Pride Marchers with flag

Credit: Wikimedia Commons/Tony Webster

Anonymous
Writer

For all its faults, living at university provides the freedom to express yourself

Coming to university has had an array of benefits. Sure, there’s been a few drawbacks (like actually having to pay rent, bills, quickly collapsing under the workload of a few extra courses I don’t care for and navigating online enrolment), but, for once, the benefits are what I want to talk about. Most notably, the freest experience of coming out I think you can have. Let’s say you’re 18, you know you’re bi, gay or however you identify – but you’ve not told anyone. When you start university, however, it’s as simple as saying you’re straight; no one really cares because they’ve only just met you.
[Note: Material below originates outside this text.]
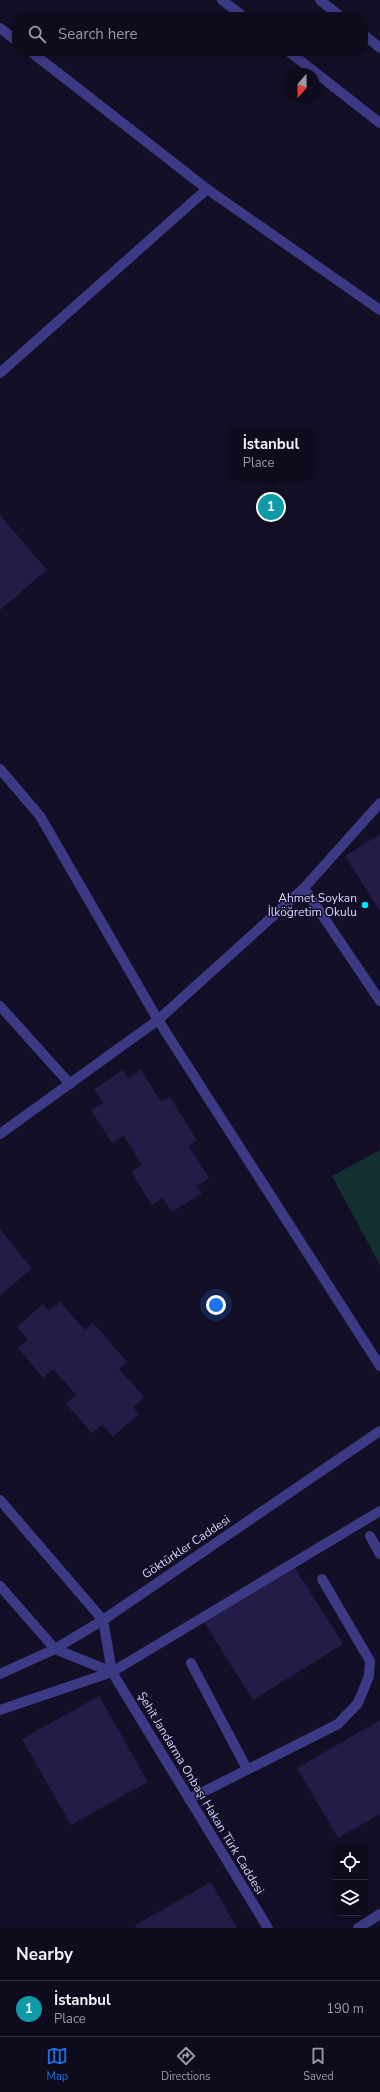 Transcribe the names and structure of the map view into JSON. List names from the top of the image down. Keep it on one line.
{"streets":{"street":["Göktürkler Caddesi","Şehit Jandarma Onbaşı Hakan Türk Caddesi"]},"crossings":[["Göktürkler Caddesi","Şehit Jandarma Onbaşı Hakan Türk Caddesi"]],"places":["Ahmet Soykan İlköğretim Okulu"],"north":"bottom","page":{"search":"Search here","popup":["İstanbul","Place"],"pins":"1","heading":"Nearby","list":[{"mark":"1","name":"İstanbul","note":"Place","value":"190 m"}],"nav":["Map","Directions","Saved"]}}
This was my lucky experience and it was a really liberating feeling, especially considering everyone at Glasgow Uni seems to be at least a little bit gay. It just wasn’t something that needed to be talked about. Not to say that Glasgow University is a space where no one talks about the LGBTQ+ community, but on an individual level, no one cared. Compare this to my pretty religious family that has, as far as I know, no “out” members of the LGBTQ+ community; you start to worry that coming out might be a big deal for them, (especially for some of the older, more conservative members of my family). Add that to your gay high-school best friend’s problematic treatment throughout school and you start to see the fear of coming out back home.

For my first year of university, coming out was a comforting blanket – so much so that I actually felt quite open to the idea of coming out to my friends and family back home. Most of my closest friends, as you’d imagine, just didn’t care, nor did my brother (who I told literally as context for a story I was telling). However, with a few friends I felt like something had changed, despite getting the same supportive initial reaction. A few jokes didn’t bother me, they were all in jest for the most part; but then they started to become increasingly uncalled for and more frequent, eventually getting to a point where I’d express that they were going too far with it, only to get more targeted “jokes”. I thought I was being sensitive on the issue, but a few of my closer friends were also starting to pick up on the problem. I’m aware it comes off “snowflakey”, but I would go as far as to call what they were doing bullying.

Cut back to university: after a long, very depressing summer, things kind of slid back into place, back to where I felt comfortable and dare I say “at home”, a feeling none of my other friends who had started university seemed to share. I didn’t come out to the rest of my family after my experience with my home friends, and I don’t think I really plan on doing so anytime soon. I doubt any of my close family would care – my brother certainly didn’t – but once one person knows (barring my brother), they all know.

University has given me a little freedom I didn’t necessarily feel I had at home. Some of that restriction might be self-imposed, but for many it is not. At most, my problems are self-created: a few religious, conservative family members sneering at you and a few shitty friends are hardly comparable to being ostracised by your family if you were to come out. This also might seem more like a temporary fix to a problem. University doesn’t last forever, and if I were to enter a same-sex relationship anytime soon, that’s going to be a tricky one to explain to grandma. But for as much as I complain about this and that at university, I will likely look back at this time and cherish it as the best of my life, and this is a big reason why.